任命次子李世民为京兆尹、秦公。京兆尹掌管都城长安及周边地区,位置要害;秦公之封,更是以战国强秦故地为号,彰显其重要性与功绩。
封四子李元吉为韩公。
而最后一项,则是遥封高鉴为齐王。
当这份诏书在朝会上宣读时,不少官员面露诧异。高鉴?那个在齐地迅速崛起、吞并徐圆朗、据有齐鲁多地的新兴军阀?李渊不仅承认其地位,还予以“齐王”这般崇高的王爵?虽是“遥封”,但这无疑是一种极其明显的政治拉拢和信号释放。
退朝后,裴寂、刘文静等心腹随李渊回到武德殿书房。刘文静忍不住问道:“唐王,高鉴虽在东方势大,然其与李密、窦建德等纠缠,未必能为我所用。此刻便予以‘齐王’之封,是否过早?恐其他势力心生不平,或使高鉴坐大,尾大不掉。”
李渊微微一笑,走到舆图前,手指点向山东的位置:“文静,你看。如今东方,李密与王世充在洛阳死死纠缠,两虎相争,短期内难分胜负,亦无力西顾。窦建德雄踞河北,与高鉴隔河相望,彼此牵制。高鉴据齐鲁,看似偏安,然此地富庶,兼有盐铁之利,潜力不可小觑。我初定关中,西有薛举未平,北有刘武周虎视,洛阳战局未明。此时,我需要东方暂时稳定,尤其需要有人能牵制李密、窦建德,使其不能全力西向或北顾。”
他顿了顿,继续道:“遥封高鉴为齐王,一,示以恩宠,表明我李渊并非容不得四方英雄,只要名义上尊奉朝廷(即我),便可共享富贵。这有助于分化瓦解其他割据势力。二,将高鉴抬到‘王’的位置,等于在东方树立了一个与李密(魏公)、窦建德(自称长乐王)并立的标杆,可加剧他们之间的猜忌与竞争。三,高鉴若接受此封,哪怕只是表面,也等于在道义上承认了我所拥立的‘义宁朝廷’的权威,使我未来插手东方事务,有了名分。即便他不接受,或阳奉阴违,于我亦无实际损失,反而可暴露其‘不臣之心’。”
裴寂抚掌赞道:“唐王深谋远虑!此乃‘尊奖以驭之,名器以羁之’的高明手腕。
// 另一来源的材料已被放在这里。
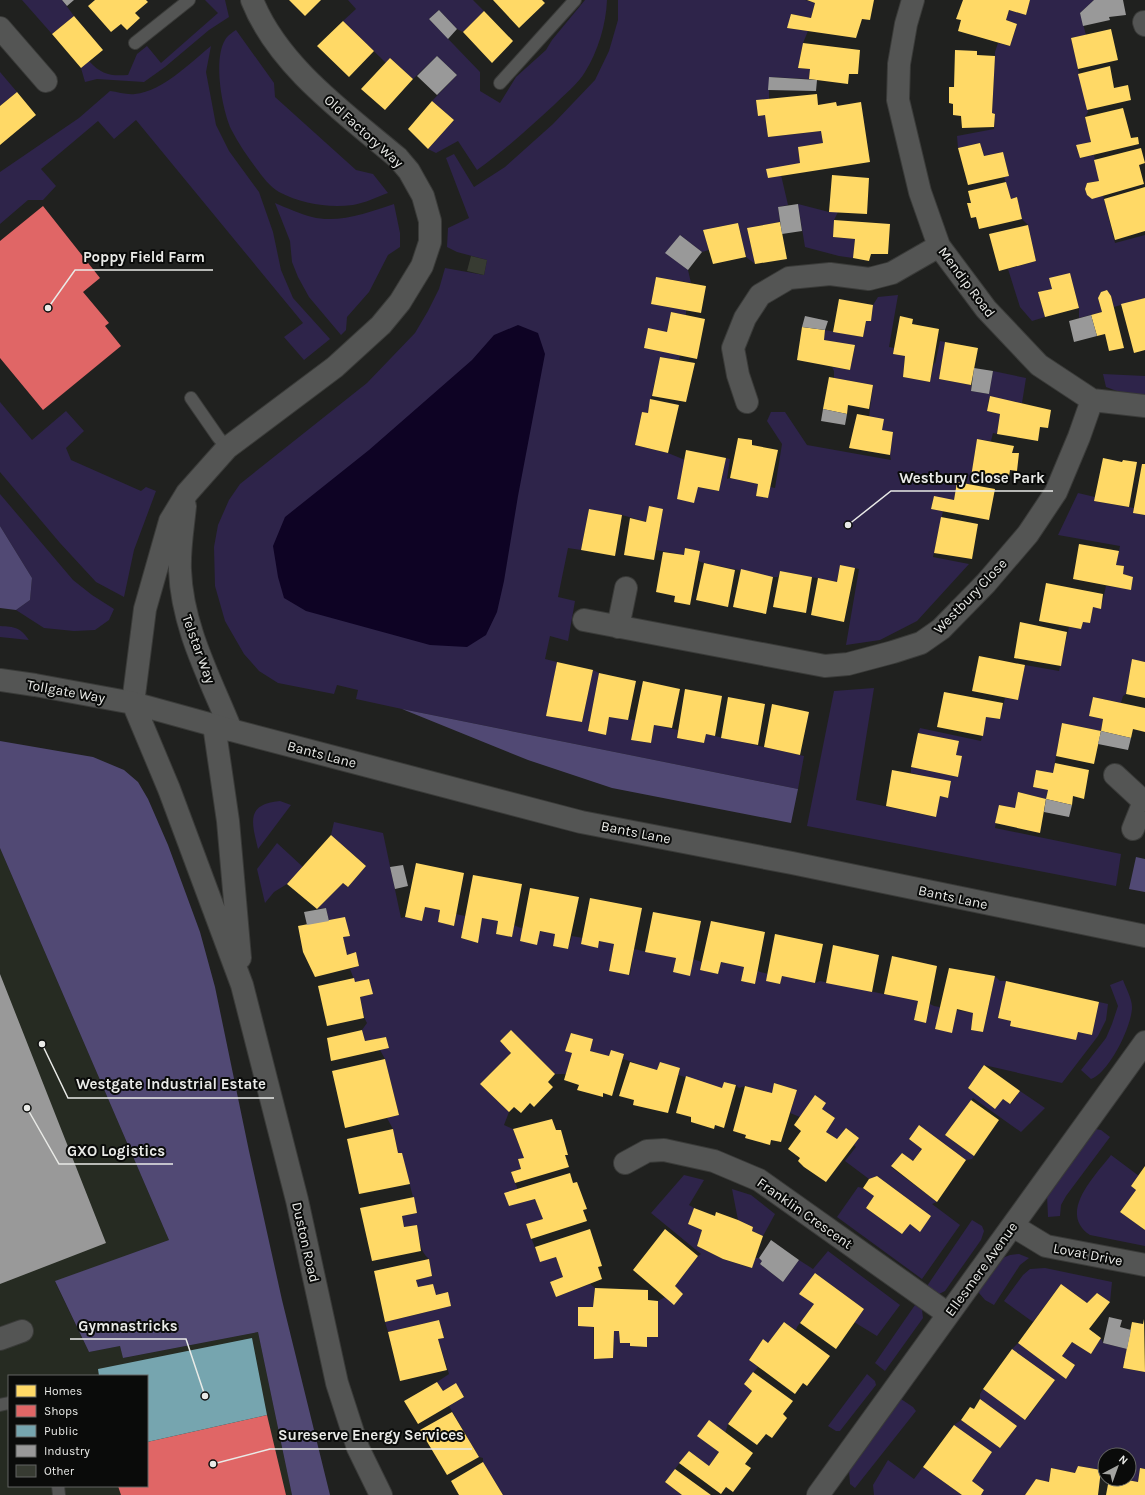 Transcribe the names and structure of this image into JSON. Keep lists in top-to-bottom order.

高鉴非愚钝之辈,接到这‘齐王’之封,恐怕也要好好思量一番了。至少,短时间内,他应不会与我为敌,甚至可能借此名分,巩固自己在齐鲁的地位,与李密、窦建德周旋。”
“正是此意。”李渊颔首,“天下棋局,非独恃武力。如今我据长安,名分已正,下一步,便是西讨薛举,稳定陇右;同时,这‘齐王’的诏书,也要尽快派得力之人,送往历城。我要看看,这位迅速崛起的东方枭雄,会如何应对。”
窗外,长安城的暮鼓响起,沉沉地回荡在宫殿楼宇之间。武德殿内,烛火通明。李渊站在权力的新高峰上,目光扫过舆图上标出的一个个对手的名字:薛举、李轨、刘武周、王世充、李密、窦建德、萧铣、林士弘……以及,刚刚被自己掷出一枚“齐王”棋子的高鉴。
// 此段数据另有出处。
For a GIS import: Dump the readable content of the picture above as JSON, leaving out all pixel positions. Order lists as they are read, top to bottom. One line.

称王,不是终点,而是新一轮博弈的开始。他不仅要用刀剑平定四方,更要用爵位、名分、谋略,编织一张笼罩天下的大网。而“遥封齐王”,便是这张网上,抛向东方的第一根丝线。能否粘住那只振翅欲飞的“海东青”,尚未可知,但棋局,已然按照李渊的意志,悄然展开了新的布局。